Floyd’s death triggered the Black Lives Matter protest that is happening in all 50 U.S states.  Black people are tired of the systematic injustice happening towards black people.

As a human, I already felt hurt and saddened just by watching the video of this killing.  But as a black person, I was outraged at the fact that a human could do this to another human just because of their skin color. And you want to know what the worst part is?  This isn’t the first time a black person was hurt and or died from police brutality.  There’s Philando Castile shot and killed at a traffic stop by a Minnesota officer.  Eric Garner held in a chokehold by an NYPD officer, who died. Michael Brown, an unarmed teenager shot and killed by a Ferguson, Missouri officer.

But wait, there’s more.  Tons more.  At the time, 26 years old EMT Breonna Taylor who was shot eight times (and now dead) while in her home when Louisville Metro Police Department officers raided Breonna’s house, in March, in search of drugs they did not find. Breonna would’ve turned 27 years old on June 5th.

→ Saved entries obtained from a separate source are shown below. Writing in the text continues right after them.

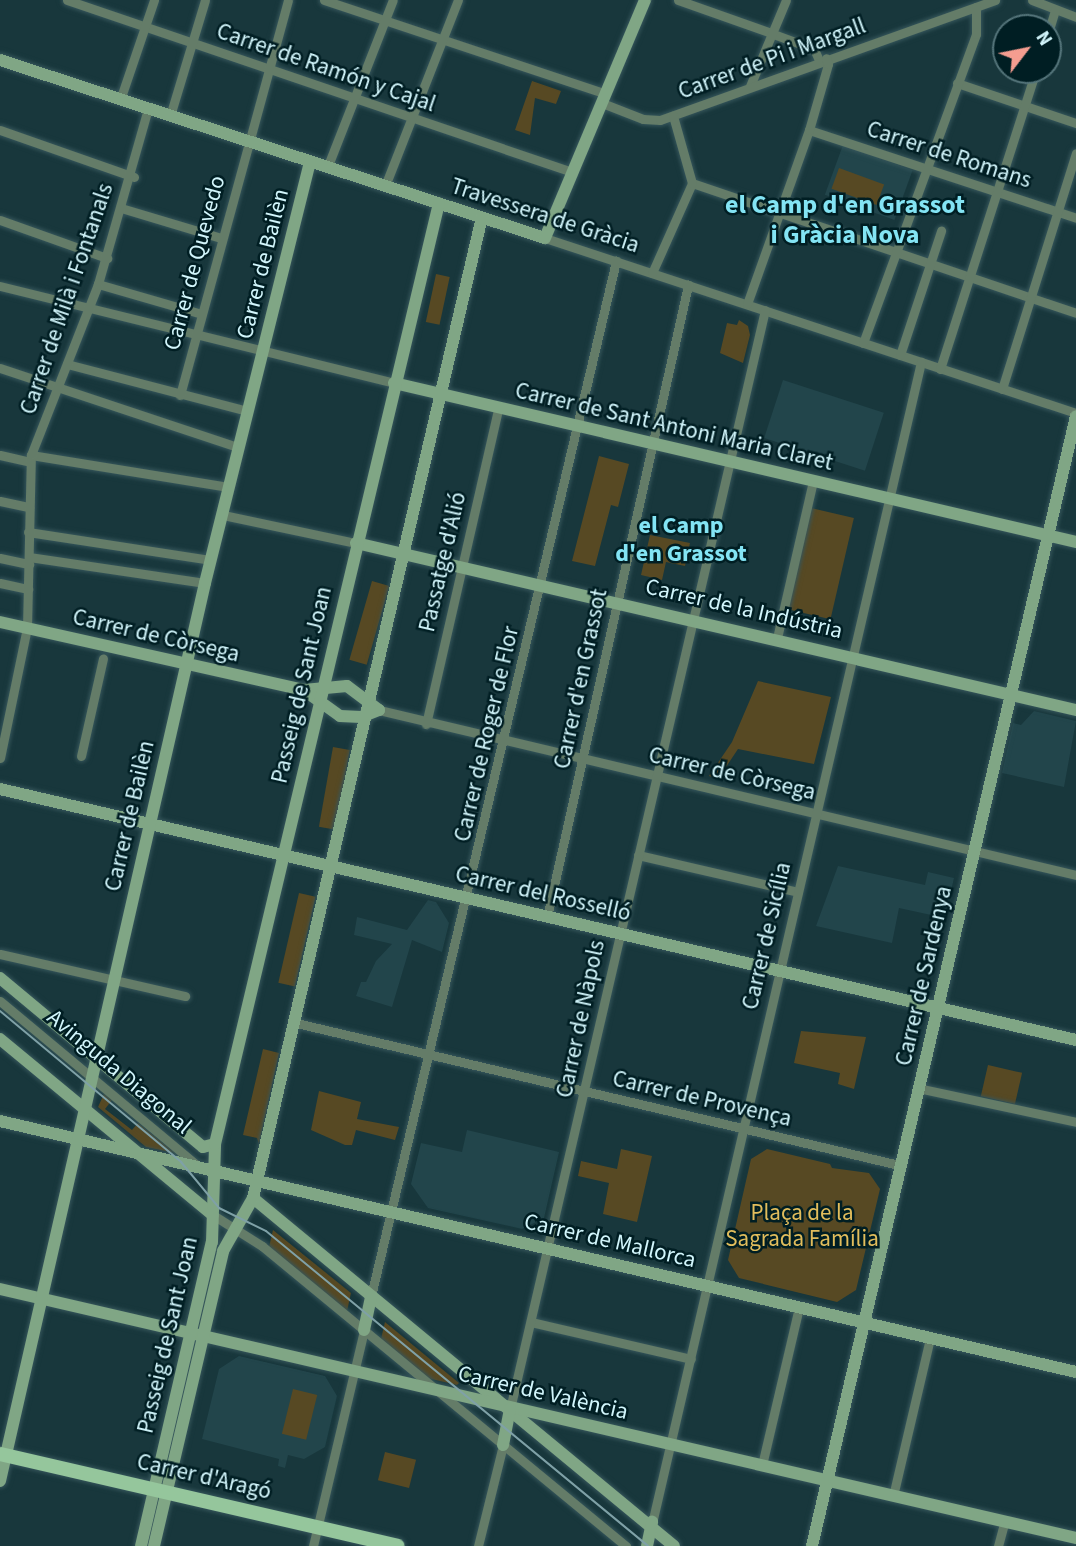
<!DOCTYPE html>
<html>
<head>
<meta charset="utf-8">
<style>
  body { margin:0 }
  #map { position:relative; width:1076px; height:1546px; overflow:hidden; background:#18373c; font-family:"Source Sans 3",sans-serif }
  div>[style] { position:absolute }
  .built>* { inset:0; background:#22454b; transform-origin:0 0 }
  .green>* { inset:0; background:#574923; transform-origin:0 0 }
  .roads { filter:drop-shadow(0 0 2px #36565b) drop-shadow(0 0 2px #36565b) }
  .street>* { height:9px; margin:-4.5px; padding:0 4.5px; transform-origin:4.5px; border-radius:4.5px; background:#647c68 }
  .secondary>* { height:12px; margin:-6px; padding:0 6px; transform-origin:6px; border-radius:6px; background:#80a685 }
  .primary>* { height:14px; margin:-7px; padding:0 7px; transform-origin:7px; border-radius:7px; background:#95c69c }
  .tram>* { height:2px; margin:-1px; padding:0 1px; transform-origin:1px; border-radius:1px; background:#7fa1a7 }
  span { translate:-50% -50%; white-space:nowrap; text-align:center; line-height:1.15; -webkit-text-stroke:5px #001e23; paint-order:stroke }
  .street-label { font-size:23px; color:#d2f6fc }
  .park-label { font-size:23px; color:#e1bd5c }
  .neighbourhood-label { font-size:24px; color:#83e4f4; font-weight:700 }
  .quarter-label { font-size:26px; color:#83e4f4; font-weight:700 }
  .north { position:absolute; left:992px; top:14px; width:70px; height:70px; box-sizing:border-box; background:#001e23; border:2px solid #54747a; border-radius:50%; rotate:58deg; font-size:19px; font-weight:700; line-height:28px; text-align:center; color:#d2f6fc }
  .north::after { content:''; display:block; margin:auto; width:24px; height:32px; background:#f59d90; clip-path:polygon(50% 0,100% 100%,50% 72%,0 100%) }
</style>
</head>
<body>
<div id="map">
  <div class="built">
    <i style="left:843px;top:145px;width:74px;height:53px;rotate:20deg"></i>
    <i style="left:783px;top:380px;width:106px;height:61px;rotate:18deg"></i>
    <i style="clip-path:polygon(1034px 711px,1076px 721px,1064px 787px,1002px 773px,1013px 723px,1021px 725px)"></i>
    <i style="clip-path:polygon(838px 866px,925px 885px,928px 872px,954px 878px,945px 918px,899px 908px,892px 943px,816px 926px)"></i>
    <i style="clip-path:polygon(428px 900px,436px 902px,449px 923px,442px 952px,412px 940px,392px 1007px,356px 996px,361px 982px,366px 982px,376px 961px,392px 944px,354px 935px,357px 917px,407px 930px)"></i>
    <i style="clip-path:polygon(467px 1130px,559px 1152px,544px 1218px,522px 1229px,428px 1208px,411px 1184px,421px 1143px,462px 1152px)"></i>
    <i style="clip-path:polygon(239px 1356px,325px 1376px,337px 1396px,325px 1447px,304px 1459px,288px 1455px,285px 1468px,278px 1466px,279px 1459px,202px 1439px,219px 1369px)"></i>
  </div>
  <div class="green">
    <i style="clip-path:polygon(532px 81px,561px 91px,556px 104px,535px 98px,530px 135px,515px 130px)"></i>
    <i style="left:839px;top:168px;width:48px;height:22px;rotate:20deg"></i>
    <i style="left:436px;top:274px;width:14px;height:49px;rotate:12deg"></i>
    <i style="clip-path:polygon(739px 320px,748px 326px,750px 335px,743px 363px,720px 353px,727px 323px,737px 325px)"></i>
    <i style="clip-path:polygon(599px 456px,629px 464px,618px 507px,611px 505px,595px 566px,572px 561px)"></i>
    <i style="left:811px;top:508px;width:44px;height:104px;rotate:13deg"></i>
    <i style="clip-path:polygon(650px 535px,690px 543px,685px 566px,666px 562px,662px 580px,641px 575px)"></i>
    <i style="left:372px;top:581px;width:18px;height:82px;rotate:16deg"></i>
    <i style="clip-path:polygon(758px 681px,831px 697px,814px 764px,738px 749px,718px 779px,709px 776px,732px 742px)"></i>
    <i style="left:333px;top:747px;width:17px;height:81px;rotate:10deg"></i>
    <i style="left:299px;top:893px;width:17px;height:92px;rotate:13deg"></i>
    <i style="clip-path:polygon(801px 1031px,866px 1037px,854px 1089px,838px 1084px,840px 1073px,794px 1063px)"></i>
    <i style="clip-path:polygon(263px 1049px,279px 1053px,259px 1144px,257px 1138px,243px 1135px)"></i>
    <i style="left:988px;top:1065px;width:35px;height:32px;rotate:13deg"></i>
    <i style="clip-path:polygon(319px 1091px,361px 1102px,357px 1119px,399px 1127px,395px 1140px,356px 1130px,352px 1145px,345px 1145px,311px 1130px)"></i>
    <i style="clip-path:polygon(104px 1094px,112px 1100px,105px 1109px,132px 1130px,138px 1123px,175px 1153px,146px 1147px,98px 1107px)"></i>
    <i style="clip-path:polygon(621px 1149px,652px 1156px,637px 1222px,603px 1214px,609px 1183px,578px 1176px,581px 1161px,617px 1169px)"></i>
    <i style="clip-path:polygon(767px 1149px,830px 1164px,832px 1168px,869px 1173px,880px 1189px,856px 1290px,837px 1302px,739px 1278px,728px 1260px,751px 1159px)"></i>
    <i style="clip-path:polygon(273px 1230px,351px 1293px,347px 1311px,269px 1247px)"></i>
    <i style="clip-path:polygon(385px 1322px,459px 1383px,457px 1385px,427px 1378px,381px 1339px)"></i>
    <i style="left:293px;top:1389px;width:25px;height:46px;rotate:14deg"></i>
    <i style="left:385px;top:1452px;width:32px;height:29px;rotate:14deg"></i>
  </div>
  <div class="roads">
    <div class="street">
      <i style="left:67px;top:0;width:533px;rotate:18.81deg"></i>
      <i style="left:324px;top:0;width:297px;rotate:18.4deg"></i>
      <i style="left:678px;top:0;width:99px;rotate:19.5deg"></i>
      <i style="left:1032px;top:0;width:47px;rotate:21.1deg"></i>
      <i style="left:1048px;top:33px;width:24px;rotate:-73deg"></i>
      <i style="left:776px;top:35px;width:40px;rotate:20.2deg"></i>
      <i style="left:814px;top:49px;width:12px;rotate:66deg"></i>
      <i style="left:957px;top:83px;width:126px;rotate:18.6deg"></i>
      <i style="left:750px;top:86px;width:93px;rotate:-67.3deg"></i>
      <i style="left:120px;top:100px;width:106px;rotate:-71.2deg"></i>
      <i style="left:602px;top:103px;width:44px;rotate:21.3deg"></i>
      <i style="left:643px;top:119px;width:17px;rotate:3deg"></i>
      <i style="left:660px;top:120px;width:356px;rotate:-19.7deg"></i>
      <i style="left:170px;top:116px;width:121px;rotate:-73.2deg"></i>
      <i style="left:0;top:130px;width:142px;rotate:19.3deg"></i>
      <i style="left:809px;top:130px;width:281px;rotate:18.2deg"></i>
      <i style="left:327px;top:168px;width:180px;rotate:-68.6deg"></i>
      <i style="left:692px;top:183px;width:405px;rotate:18.7deg"></i>
      <i style="left:385px;top:186px;width:200px;rotate:-68.6deg"></i>
      <i style="left:121px;top:208px;width:104px;rotate:16.7deg"></i>
      <i style="left:0;top:220px;width:114px;rotate:19.6deg"></i>
      <i style="left:545px;top:238px;width:559px;rotate:18.24deg"></i>
      <i style="left:652px;top:273px;width:98px;rotate:-66deg"></i>
      <i style="left:692px;top:183px;width:70px;rotate:-105.8deg"></i>
      <i style="left:98px;top:284px;width:108px;rotate:16.1deg"></i>
      <i style="left:0;top:286px;width:406px;rotate:13.8deg"></i>
      <i style="left:747px;top:304px;width:185px;rotate:-70.4deg"></i>
      <i style="left:809px;top:130px;width:69px;rotate:-73.9deg"></i>
      <i style="left:828px;top:64px;width:6px;rotate:-108deg"></i>
      <i style="left:863px;top:343px;width:329px;rotate:-69.9deg"></i>
      <i style="left:976px;top:34px;width:27px;rotate:-90deg"></i>
      <i style="left:900px;top:355px;width:131px;rotate:-71.7deg"></i>
      <i style="left:67px;top:364px;width:186px;rotate:14.6deg"></i>
      <i style="left:0;top:368px;width:251px;rotate:18.4deg"></i>
      <i style="left:940px;top:369px;width:314px;rotate:-72.2deg"></i>
      <i style="left:1002px;top:389px;width:247px;rotate:-72.6deg"></i>
      <i style="left:180px;top:395px;width:409px;rotate:-74.7deg"></i>
      <i style="left:0;top:455px;width:31px;rotate:13deg"></i>
      <i style="left:31px;top:455px;width:200px;rotate:9.2deg"></i>
      <i style="left:0;top:501px;width:30px;rotate:12deg"></i>
      <i style="left:223px;top:515px;width:136px;rotate:11.9deg"></i>
      <i style="left:28px;top:532px;width:184px;rotate:8.7deg"></i>
      <i style="left:29px;top:557px;width:178px;rotate:8.4deg"></i>
      <i style="left:0;top:558px;width:30px;rotate:12deg"></i>
      <i style="left:0;top:583px;width:29px;rotate:12deg"></i>
      <i style="left:777px;top:638px;width:161px;rotate:-77.1deg"></i>
      <i style="left:379px;top:710px;width:716px;rotate:13.32deg"></i>
      <i style="left:426px;top:724px;width:323px;rotate:-77.1deg"></i>
      <i style="left:81px;top:756px;width:100px;rotate:-77.3deg"></i>
      <i style="left:0;top:758px;width:133px;rotate:-78.3deg"></i>
      <i style="left:27px;top:628px;width:173px;rotate:-88.7deg"></i>
      <i style="left:31px;top:455px;width:184px;rotate:-68.6deg"></i>
      <i style="left:98px;top:284px;width:182px;rotate:-74.1deg"></i>
      <i style="left:638px;top:855px;width:164px;rotate:13deg"></i>
      <i style="left:547px;top:917px;width:648px;rotate:-77.42deg"></i>
      <i style="left:0;top:954px;width:190px;rotate:12.8deg"></i>
      <i style="left:0;top:1001px;width:256px;rotate:39.8deg"></i>
      <i style="left:292px;top:1022px;width:624px;rotate:13.26deg"></i>
      <i style="left:918px;top:1088px;width:162px;rotate:12.1deg"></i>
      <i style="left:213px;top:1215px;width:58px;rotate:32.3deg"></i>
      <i style="left:262px;top:1246px;width:472px;rotate:39.5deg"></i>
      <i style="left:371px;top:1296px;width:1064px;rotate:-76.68deg"></i>
      <i style="left:531px;top:1322px;width:164px;rotate:13deg"></i>
      <i style="left:510px;top:1409px;width:1128px;rotate:-76.94deg"></i>
      <i style="left:762px;top:1465px;width:162px;rotate:-76.8deg"></i>
      <i style="left:893px;top:1496px;width:162px;rotate:-76.8deg"></i>
      <i style="left:653px;top:1519px;width:1188px;rotate:-76.96deg"></i>
      <i style="left:313px;top:1546px;width:222px;rotate:-76.7deg"></i>
      <i style="left:478px;top:1546px;width:104px;rotate:-76.1deg"></i>
      <i style="left:998px;top:1546px;width:24px;rotate:-75deg"></i>
    </div>
    <div class="secondary">
      <i style="left:0;top:60px;width:573px;rotate:18.09deg"></i>
      <i style="left:545px;top:238px;width:258px;rotate:-67.2deg"></i>
      <i style="left:394px;top:383px;width:700px;rotate:13.12deg"></i>
      <i style="left:356px;top:543px;width:739px;rotate:13.06deg"></i>
      <i style="left:0;top:622px;width:312px;rotate:12.6deg"></i>
      <i style="left:304px;top:690px;width:43px;rotate:-5.3deg"></i>
      <i style="left:347px;top:686px;width:40px;rotate:37deg"></i>
      <i style="left:379px;top:710px;width:19px;rotate:159deg"></i>
      <i style="left:361px;top:717px;width:21px;rotate:-177deg"></i>
      <i style="left:340px;top:716px;width:44px;rotate:-144.2deg"></i>
      <i style="left:0;top:789px;width:1105px;rotate:13.13deg"></i>
      <i style="left:0;top:978px;width:264px;rotate:39.8deg"></i>
      <i style="left:203px;top:1147px;width:12px;rotate:-14deg"></i>
      <i style="left:0;top:1039px;width:276px;rotate:39.6deg"></i>
      <i style="left:0;top:1121px;width:1105px;rotate:13.13deg"></i>
      <i style="left:253px;top:1198px;width:546px;rotate:39.58deg"></i>
      <i style="left:0;top:1289px;width:1104px;rotate:13.03deg"></i>
      <i style="left:364px;top:1330px;width:35px;rotate:-78deg"></i>
      <i style="left:503px;top:1445px;width:37px;rotate:-79deg"></i>
      <i style="left:0;top:1481px;width:921px;rotate:-77.14deg"></i>
      <i style="left:205px;top:583px;width:434px;rotate:-76deg"></i>
      <i style="left:141px;top:1546px;width:312px;rotate:-76.9deg"></i>
      <i style="left:212px;top:1242px;width:98px;rotate:-88.2deg"></i>
      <i style="left:215px;top:1144px;width:967px;rotate:-76.61deg"></i>
      <i style="left:154px;top:1546px;width:303px;rotate:-76.8deg"></i>
      <i style="left:223px;top:1251px;width:61px;rotate:-60.5deg"></i>
      <i style="left:253px;top:1198px;width:1007px;rotate:-76.86deg"></i>
      <i style="left:647px;top:1546px;width:25px;rotate:-78deg"></i>
      <i style="left:812px;top:1546px;width:1160px;rotate:-76.85deg"></i>
    </div>
    <div class="primary">
      <i style="left:0;top:1454px;width:408px;rotate:13deg"></i>
    </div>
  </div>
  <div class="tram">
    <i style="left:0;top:1011px;width:236px;rotate:39.8deg"></i>
    <i style="left:181px;top:1162px;width:60px;rotate:50.4deg"></i>
    <i style="left:219px;top:1208px;width:52px;rotate:26.1deg"></i>
    <i style="left:266px;top:1231px;width:495px;rotate:39.5deg"></i>
  </div>
  <div class="street-label">
    <span style="left:772px;top:59px;rotate:-20deg">Carrer de Pi i Margall</span>
    <span style="left:326px;top:68px;rotate:19deg">Carrer de Ramón y Cajal</span>
    <span style="left:949px;top:155px;rotate:18deg">Carrer de Romans</span>
    <span style="left:545px;top:216px;rotate:18deg">Travessera de Gràcia</span>
    <span style="left:195px;top:263px;rotate:-75deg">Carrer de Quevedo</span>
    <span style="left:263px;top:264px;rotate:-76deg">Carrer de Bailèn</span>
    <span style="left:67px;top:299px;rotate:-71deg">Carrer de Milà i Fontanals</span>
    <span style="left:674px;top:427px;rotate:13deg">Carrer de Sant Antoni Maria Claret</span>
    <span style="left:443px;top:562px;rotate:-77deg">Passatge d'Alió</span>
    <span style="left:744px;top:609px;rotate:13deg">Carrer de la Indústria</span>
    <span style="left:156px;top:636px;rotate:13deg">Carrer de Còrsega</span>
    <span style="left:581px;top:679px;rotate:-78deg">Carrer d'en Grassot</span>
    <span style="left:302px;top:685px;rotate:-77deg">Passeig de Sant Joan</span>
    <span style="left:487px;top:734px;rotate:-77deg">Carrer de Roger de Flor</span>
    <span style="left:732px;top:774px;rotate:13deg">Carrer de Còrsega</span>
    <span style="left:130px;top:816px;rotate:-77deg">Carrer de Bailèn</span>
    <span style="left:543px;top:894px;rotate:13deg">Carrer del Rosselló</span>
    <span style="left:767px;top:936px;rotate:-77deg">Carrer de Sicília</span>
    <span style="left:924px;top:976px;rotate:-77deg">Carrer de Sardenya</span>
    <span style="left:581px;top:1019px;rotate:-78deg">Carrer de Nàpols</span>
    <span style="left:119px;top:1072px;rotate:40deg">Avinguda Diagonal</span>
    <span style="left:702px;top:1099px;rotate:13deg">Carrer de Provença</span>
    <span style="left:610px;top:1241px;rotate:13deg">Carrer de Mallorca</span>
    <span style="left:168px;top:1335px;rotate:-77deg">Passeig de Sant Joan</span>
    <span style="left:543px;top:1393px;rotate:13deg">Carrer de València</span>
    <span style="left:204px;top:1477px;rotate:13deg">Carrer d'Aragó</span>
  </div>
  <div class="park-label">
    <span style="left:802px;top:1226px">Plaça de la<br>Sagrada Família</span>
  </div>
  <div class="neighbourhood-label">
    <span style="left:681px;top:540px">el Camp<br>d'en Grassot</span>
  </div>
  <div class="quarter-label">
    <span style="left:845px;top:220px">el Camp d'en Grassot<br>i Gràcia Nova</span>
  </div>
  <div class="north">N</div>
</div>
</body>
</html>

When you continuously see black people die from police brutality or just because they were black (which was the cause of Ahmaud Arbery’s death) it makes you wonder when you’ll be next or if you’re going to be next.  In America and all over the world, black people are seen as the “threats” and the “aggressors” when in reality, we’re just the victims.  The people who are always being targeted.  It almost becomes scary to be a black person in a world where you’re seen as the bad person.  Even writing this article is making me think a lot of things including wanting to cry.

But even though black people are always seen as the villains and are always killed because of racism and white supremacy, I wouldn’t want to change my skin color. For nobody, no reason and especially not if it was thought to be ashamed of being black.  And you know why? Because I’m black and I’m proud.